Picturing Through Reading – A Thousand Words And A Million Pictures

It is often said that a picture is worth a thousand words. In other pictures, I mean, in other words, a picture might provide us with a thousand words which might eventually give free reign to your imagination. I am not saying that is all bad, however, for some this may be too little and, say, too comforting.

I have come up with a theory that since a picture may lend itself to a thousand words, then it is fair to say that a thousand words may lend themselves to a million pictures.

It goes without saying that we are technically considered a nation who does not read.

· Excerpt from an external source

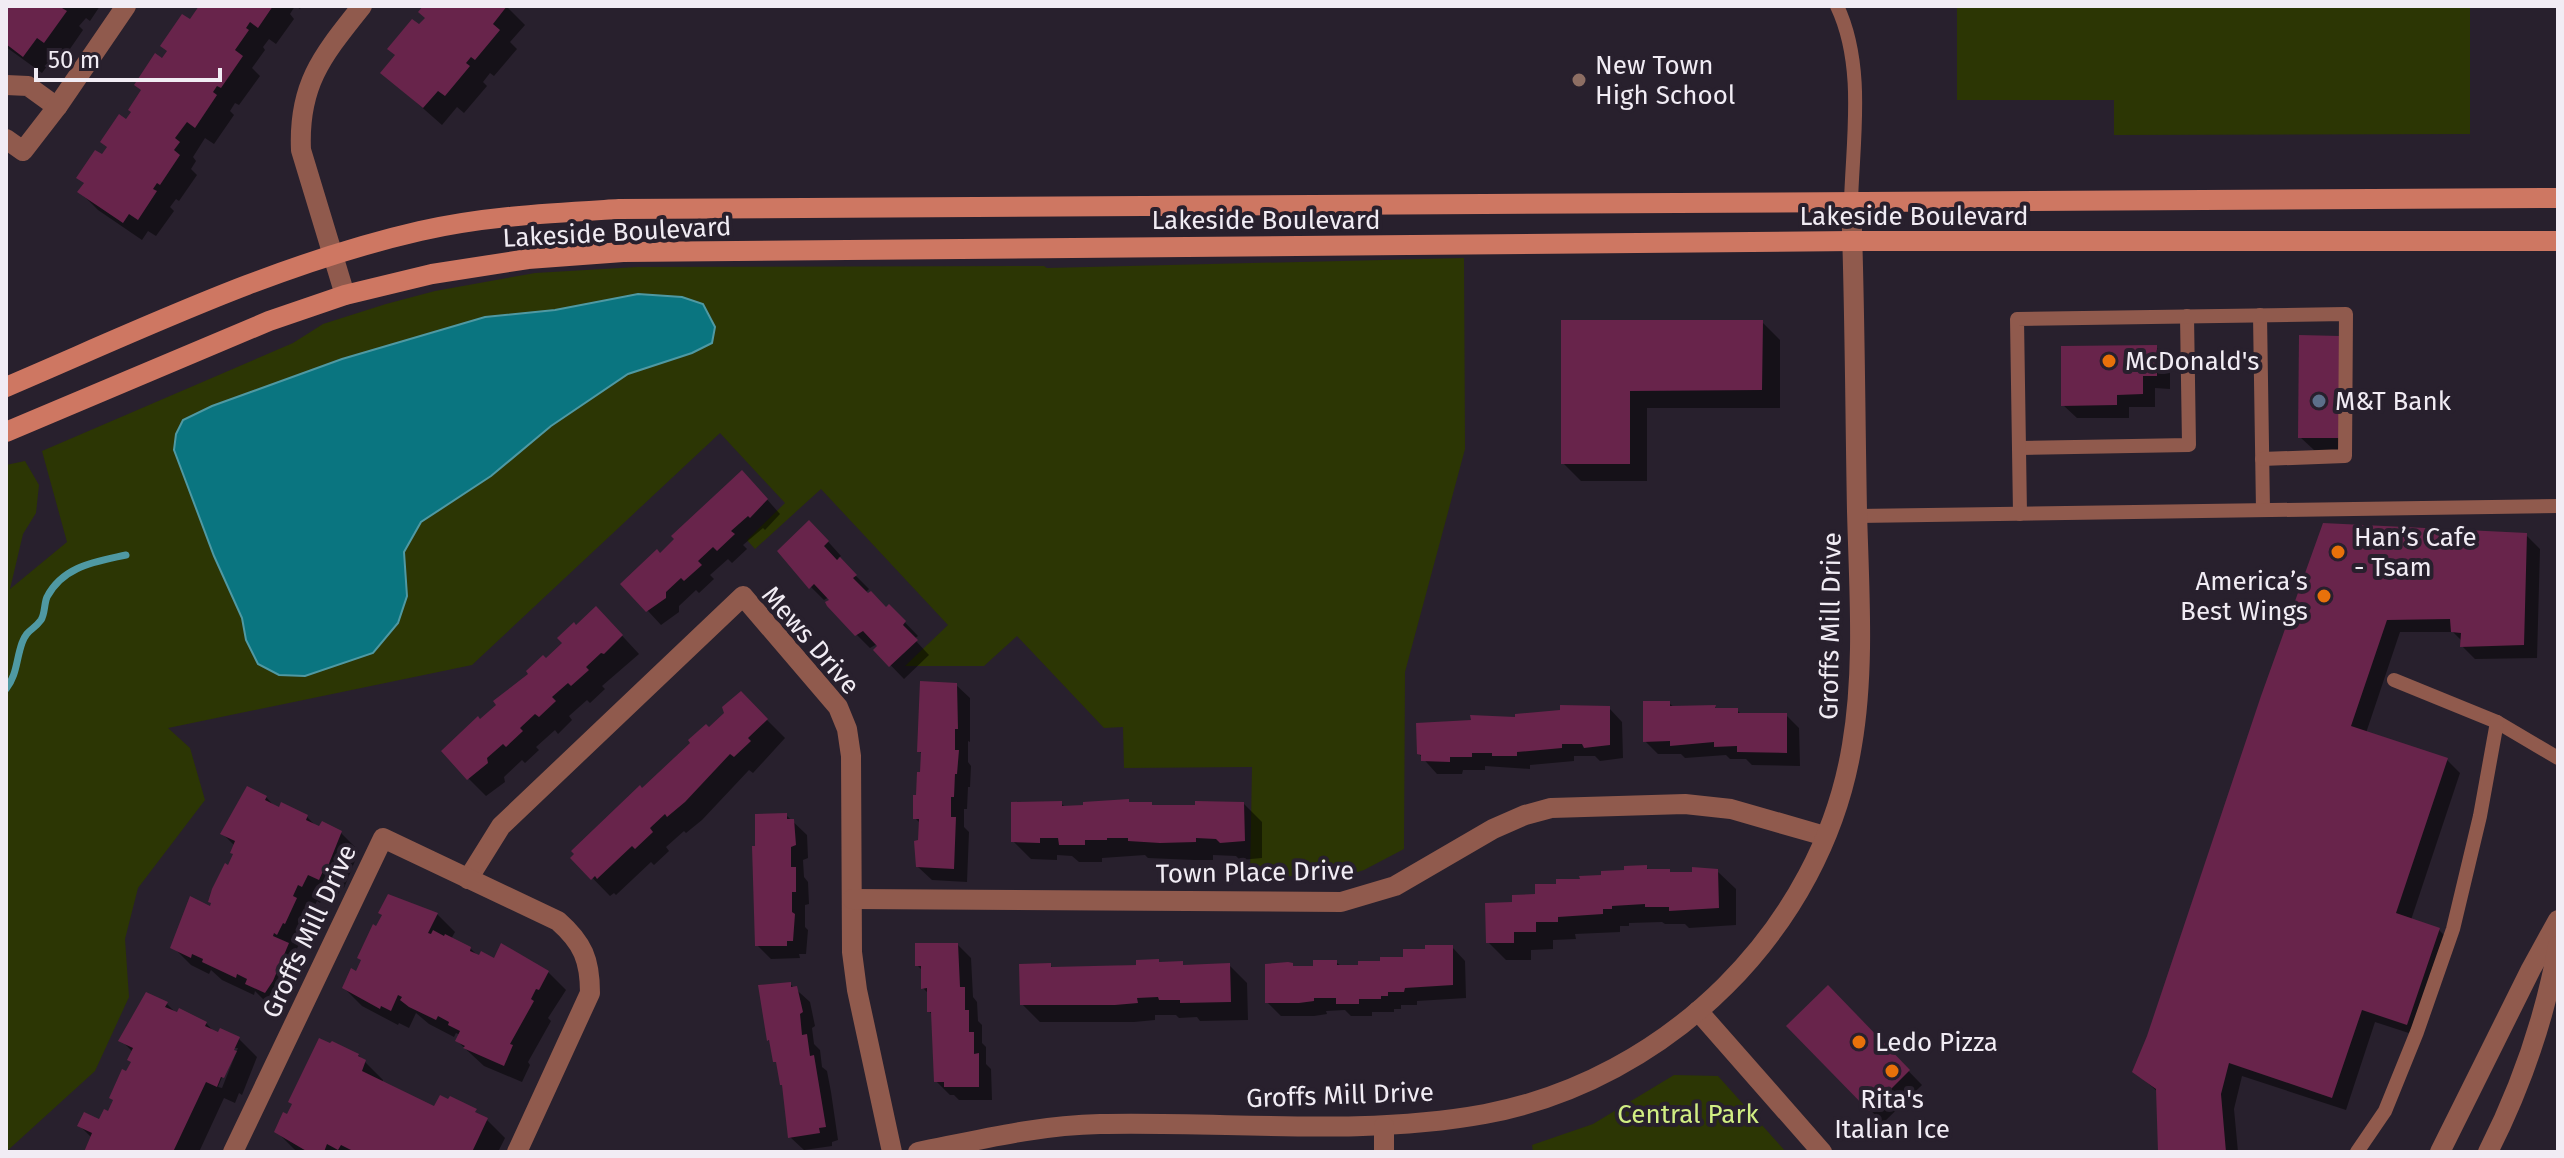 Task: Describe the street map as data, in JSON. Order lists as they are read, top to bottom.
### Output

You may choose to disagree with that, especially if one bears in the mind the best case scenario of a fast-moving evolution of information technology and the spinoffs it brings. There is no doubt in my mind that reading (a receptive skill) is one of the most important ways of acquiring information and transforming it into knowledge, though. Plus, it is mostly via reading that we gain a better understanding of what is going on in our global village and improve our critical thinking. And yes, writing (a productive skill) is bound to develop substantially.

I have been a Public School Teacher (EE Dr Garcia de Lima) for 1 year now and I thought it would be sort of hard to have students reading in Portuguese, let alone in English. Much to my surprise, I find my students reading more often than not. One may wonder how I did it and I can honestly say I do not have a magic formula for that. On the other hand, I can outline a few steps I have been using with which seem to be developing their liking for reading in English.

  1. First and foremost, I have learnt that pushing in education is not the done thing, instead pulling students in has proved to be it. How do I know? Take a guess. Yes, you got it – too much pushing made me a ‘funny’ teacher. And being funny in this sense is not funny at all.
  2. Never oblige, but invite them. Rather than doing an ‘I-tell-you’ activity, invite students to contribute to the topic to be discussed first and then present them with a few learning alternatives. For instance, in a particular group there was this discussion on ethnic diversity and segregation. I had previously thought of a film (Mississippi Burning) to be watched and offered excerpts of the book to be read as an extensive activity. At this point the outcome was a mystery to me, however, the group who chose to read parts of the book had a better background knowledge for a later discussion, which sort of got many of the film group to read the book. As heavy-going as it may seem, the invested interest in reading was there.
  3. Allow for a full variety of genres. Our school library provides learners with reading materials for many tastes – from comics to literature, to fiction, magazines and historical books. It is important to make clear to students that a classic by Rui Barbosa may be as enlightening as a C.S. Lewis The Chronicles of Narnia. In other words, let them ride their own wild horses.
  4. Engage students in projects. My project under development this year concerning teaching English deals with music, literature, politics, segregation and the prison system. All of which, chosen to cater for different students and learning styles. I have introduced a song made famous by The Rolling Stones “Sweet Black Angel’’ (http://www.songfacts.com/detail.php?id=545) which supposedly mentions Angela Davis, an American activist. My main goal is to use my subject matter as a springboard to develop students’ critical thinking. From apparently a simple song we can observe vocabulary, grammar and pronunciation has led to ‘The Voice Garcia’, in which students will have the opportunity to present their readings of the song and show their talents.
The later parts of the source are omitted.